A group of people who come together to the same aim and, when applicable, the legal personality they create. Therefore, the term association indicates the union of individuals with a specific purpose, an entity formed by a group of associates or partners for the stable pursuit of a common goal. When an association is founded, it is usually endowed with legal personality, becoming therefore a legal person different from its members, and owning the assets they ascribe to it, which they can use to pursue the goals stated by the association’s statutes.

In general terms and for the purpose of our lexicon, we will consider two forms of association: nonprofit organizations and associations of the faithful. A nonprofit organization is a private entity with full legal personality formed by natural persons pursuing cultural, educational, promotional, sporting or other similar purposes, and promoting sociocultural activities among its members and/or third parties1. In synthesis, a nonprofit organization is a private legal person representing a group of natural persons who, with due authorization from the State, come together to engage in activities aimed at the common good. Their distinctive feature is the fact that they pursue no commercial or economic revenue, and therefore the term nonprofit.

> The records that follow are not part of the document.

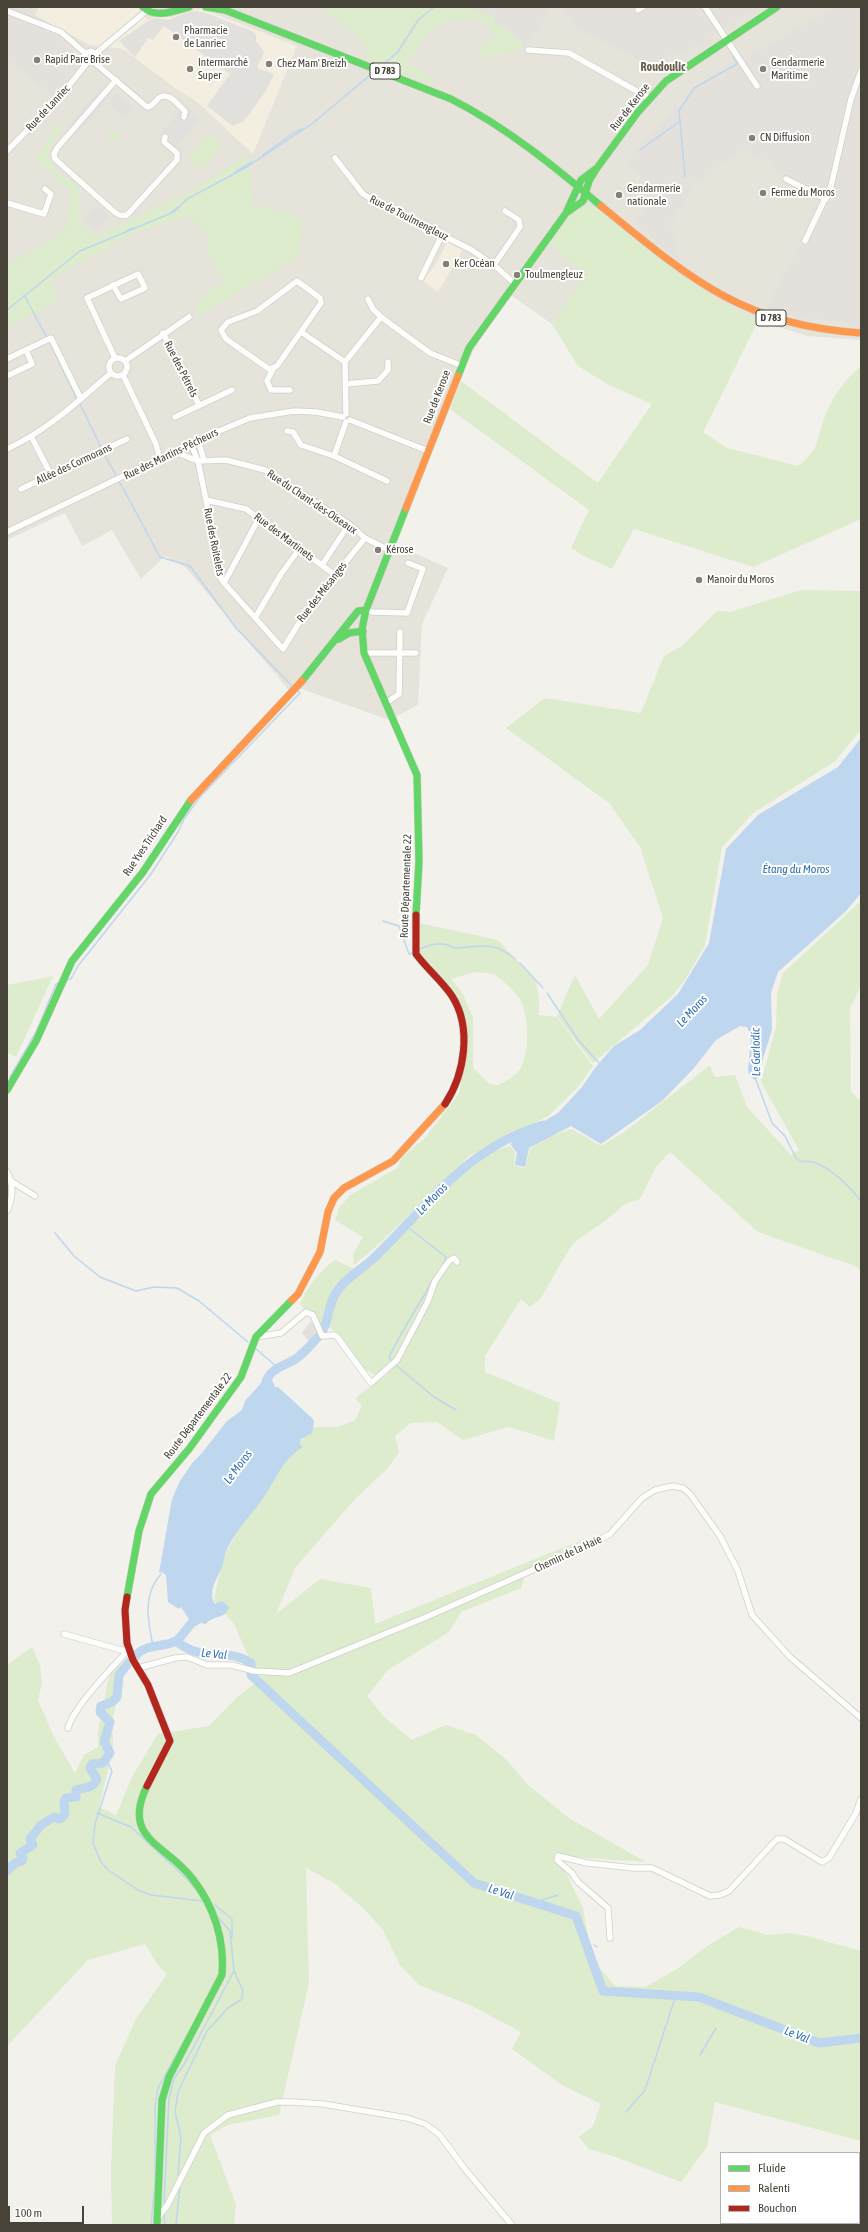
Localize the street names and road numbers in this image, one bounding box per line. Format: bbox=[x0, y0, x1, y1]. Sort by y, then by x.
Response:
road number: D 783 bbox=[370, 63, 400, 79]
street label: Rue de Kerose bbox=[607, 81, 653, 133]
street label: Rue de Lanriec bbox=[23, 82, 73, 134]
street label: Rue de Toulmengleuz bbox=[367, 192, 451, 244]
road number: D 783 bbox=[756, 310, 786, 326]
street label: Rue des Pétrels bbox=[161, 339, 201, 399]
street label: Rue de Kerose bbox=[421, 368, 453, 426]
street label: Rue des Martins-Pêcheurs bbox=[122, 425, 220, 483]
street label: Allée des Cormorans bbox=[34, 441, 114, 487]
street label: Rue du Chant-des-Oiseaux bbox=[265, 467, 359, 537]
street label: Rue des Roitelets bbox=[201, 507, 227, 577]
street label: Rue des Martinets bbox=[251, 510, 317, 564]
street label: Rue des Mésanges bbox=[294, 559, 350, 625]
street label: Rue Yves Trichard bbox=[120, 813, 170, 879]
street label: Route Départementale 22 bbox=[398, 834, 414, 938]
street label: Route Départementale 22 bbox=[161, 1370, 235, 1462]
street label: Chemin de la Haie bbox=[532, 1533, 604, 1575]

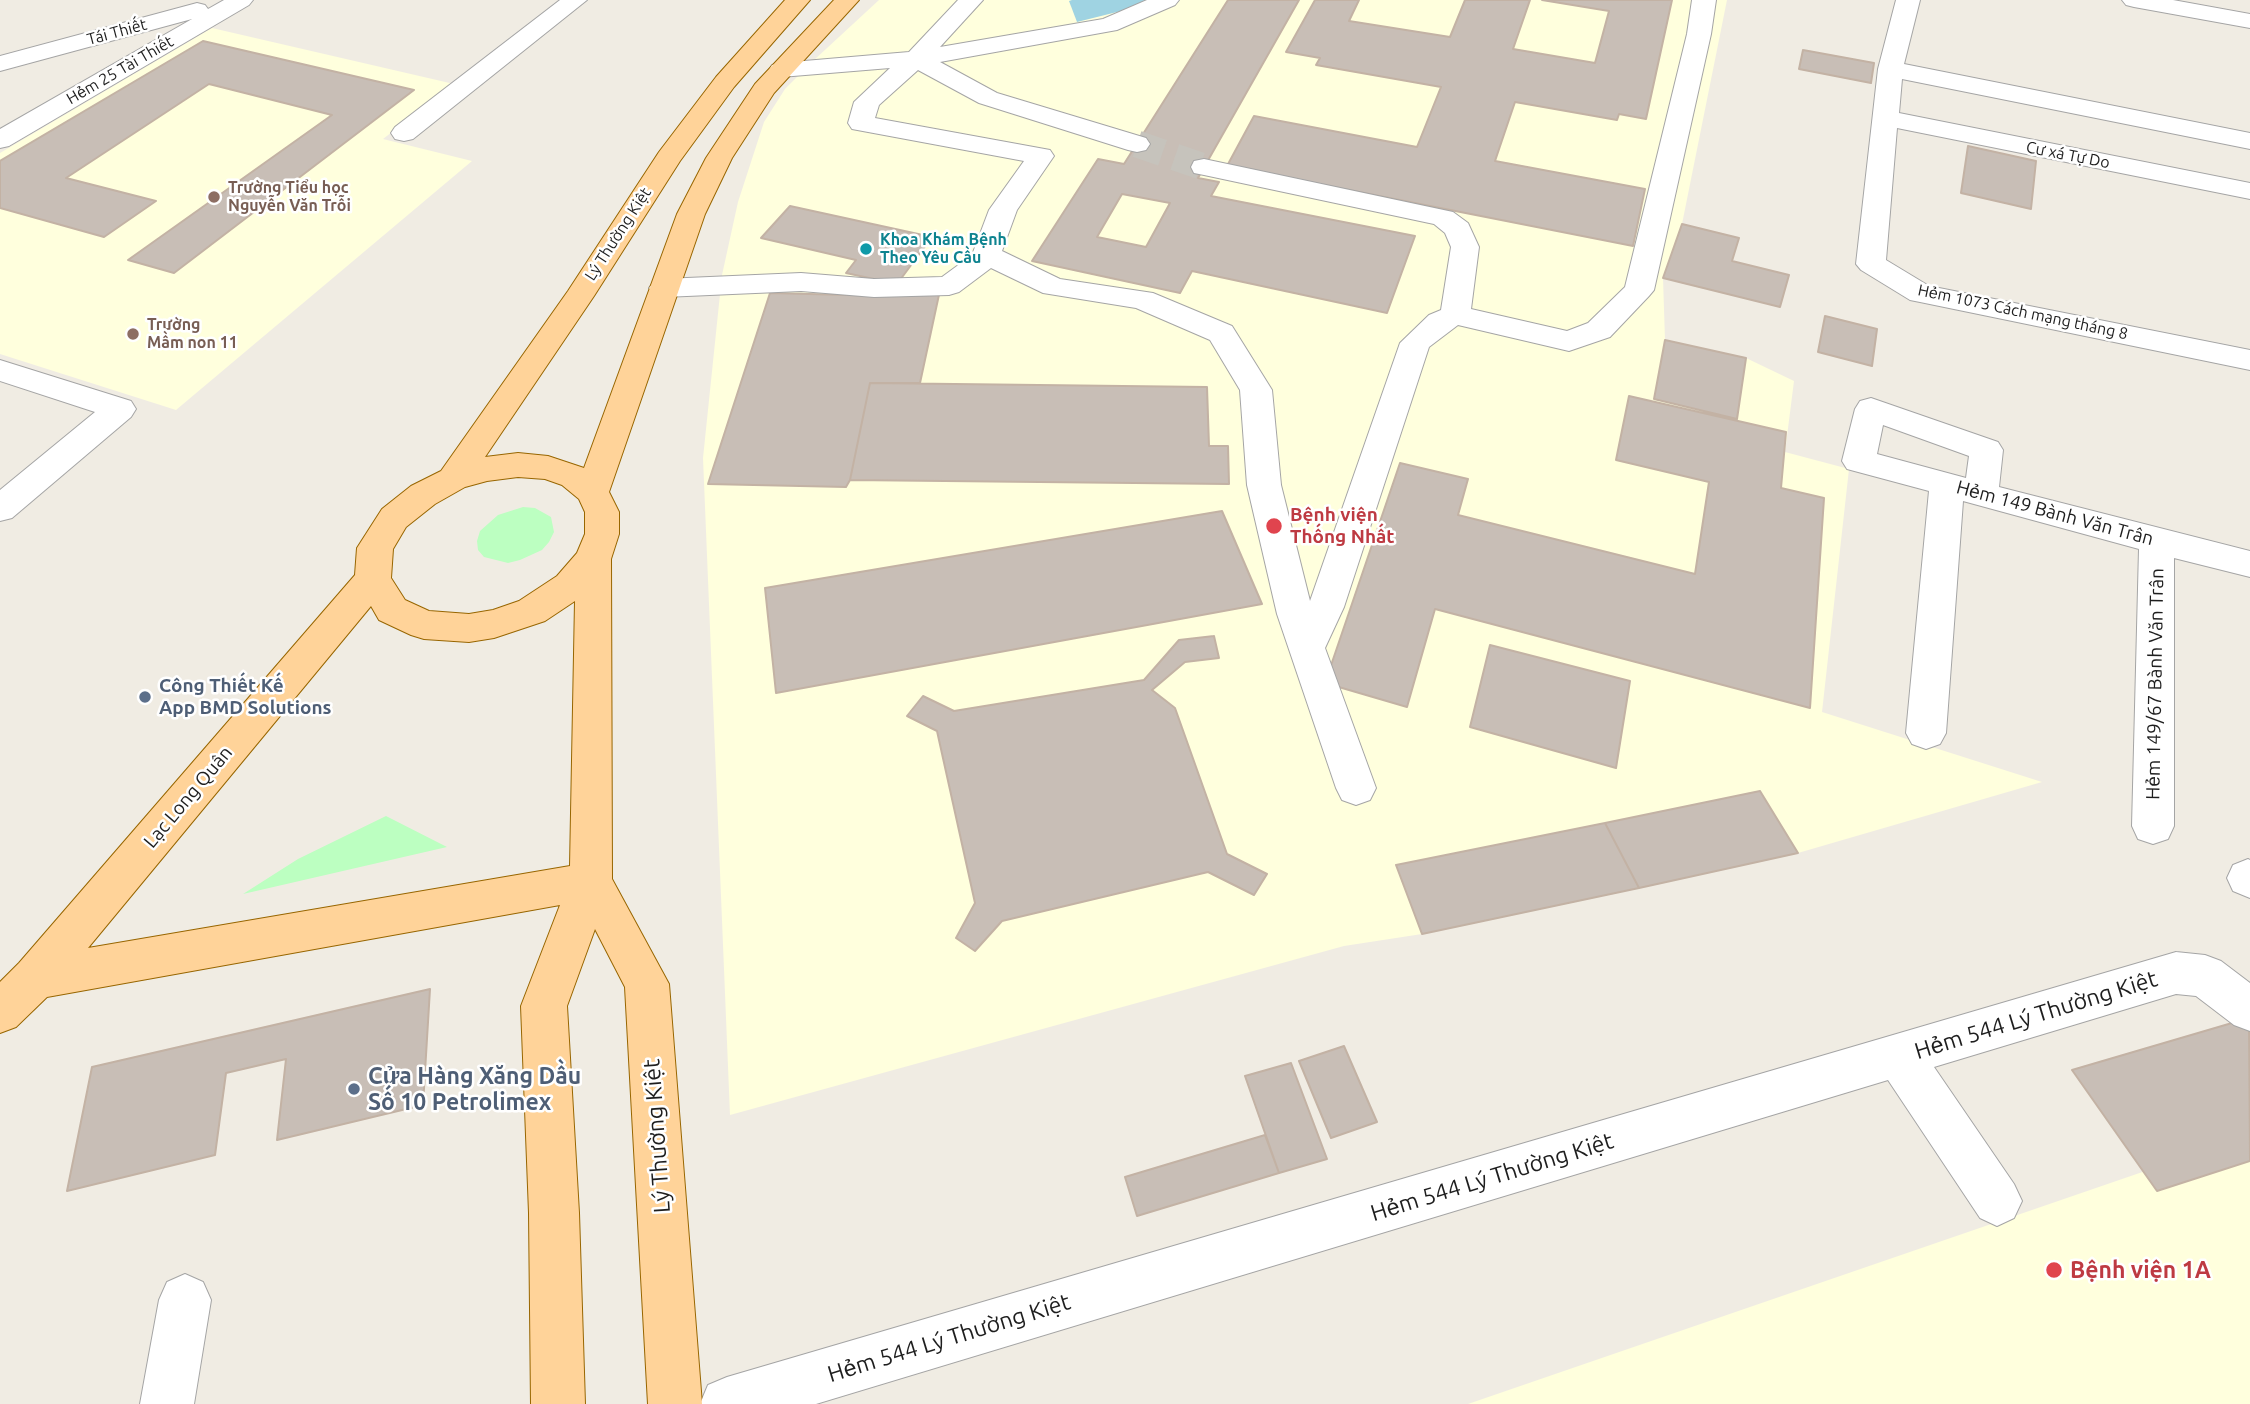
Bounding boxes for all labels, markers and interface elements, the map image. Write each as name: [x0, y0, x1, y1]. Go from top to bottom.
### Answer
street label: Tái Thiết: [85, 15, 149, 49]
street label: Hẻm 25 Tài Thiết: [63, 32, 177, 108]
street label: Cư xá Tự Do: [2025, 137, 2111, 173]
place label: Trường Tiểu học Nguyễn Văn Trỗi: [228, 178, 351, 216]
street label: Lý Thường Kiệt: [581, 184, 655, 284]
marker: Trường Tiểu học Nguyễn Văn Trỗi: [206, 189, 222, 205]
place label: Khoa Khám Bệnh Theo Yêu Cầu: [880, 230, 1007, 268]
marker: Khoa Khám Bệnh Theo Yêu Cầu: [858, 241, 874, 257]
street label: Hẻm 1073 Cách mạng tháng 8: [1916, 280, 2130, 344]
place label: Trường Mầm non 11: [147, 315, 238, 353]
marker: Trường Mầm non 11: [125, 326, 141, 342]
street label: Hẻm 149 Bành Văn Trân: [1954, 476, 2156, 550]
place label: Bệnh viện Thống Nhất: [1290, 504, 1395, 548]
marker: Bệnh viện Thống Nhất: [1264, 516, 1284, 536]
street label: Hẻm 149/67 Bành Văn Trân: [2142, 568, 2168, 800]
place label: Công Thiết Kế App BMD Solutions: [159, 675, 332, 719]
marker: Công Thiết Kế App BMD Solutions: [137, 689, 153, 705]
street label: Lạc Long Quân: [139, 742, 237, 852]
street label: Hẻm 544 Lý Thường Kiệt: [1911, 965, 2161, 1065]
street label: Lý Thường Kiệt: [638, 1058, 676, 1214]
place label: Cửa Hàng Xăng Dầu Số 10 Petrolimex: [368, 1062, 581, 1116]
marker: Cửa Hàng Xăng Dầu Số 10 Petrolimex: [346, 1081, 362, 1097]
street label: Hẻm 544 Lý Thường Kiệt: [1367, 1127, 1617, 1227]
place label: Bệnh viện 1A: [2070, 1256, 2211, 1284]
marker: Bệnh viện 1A: [2044, 1260, 2064, 1280]
street label: Hẻm 544 Lý Thường Kiệt: [824, 1288, 1074, 1388]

An association of the faithful is a form of organization contemplated by Canon Law that falls under ecclesiastical authority. Associations of the faithful can be private or public. Public associations of the faithful are erected by Church authority. The decree erecting a public association also establishes its ecclesiastical legal person and ascribes, to the necessary extent, a mission on behalf of the Church according to the purpose of the association2. The Holy See is the competent authority when it comes to erecting an international public association of the faithful. Episcopal Conferences can erect national associations, and Bishops, diocesan associations. The process of establishing, reviewing or changing the statutes of a public association requires the respective ecclesiastical authority’s approval. In a non-clerical association, a lay person can become president.

Private associations of the faithful – precisely because they are directed and administered by the same faithful in agreement with their statutes – are freer in relation to a number of legal obligations, although Canon Law, according to the case, still applies to them. To be recognized as such by Canon Law, these associations only need to write their statutes and have them reviewed by the competent Church authority; in other words, they need a Church authority to acknowledge their existence and certify their Christian authenticity. Private associations of the faithful can acquire legal personality through a decree from the Church authority. Their assets – with or without legal personality – are not considered Church property, and are administered according to the statutes, unless expressly indicated otherwise.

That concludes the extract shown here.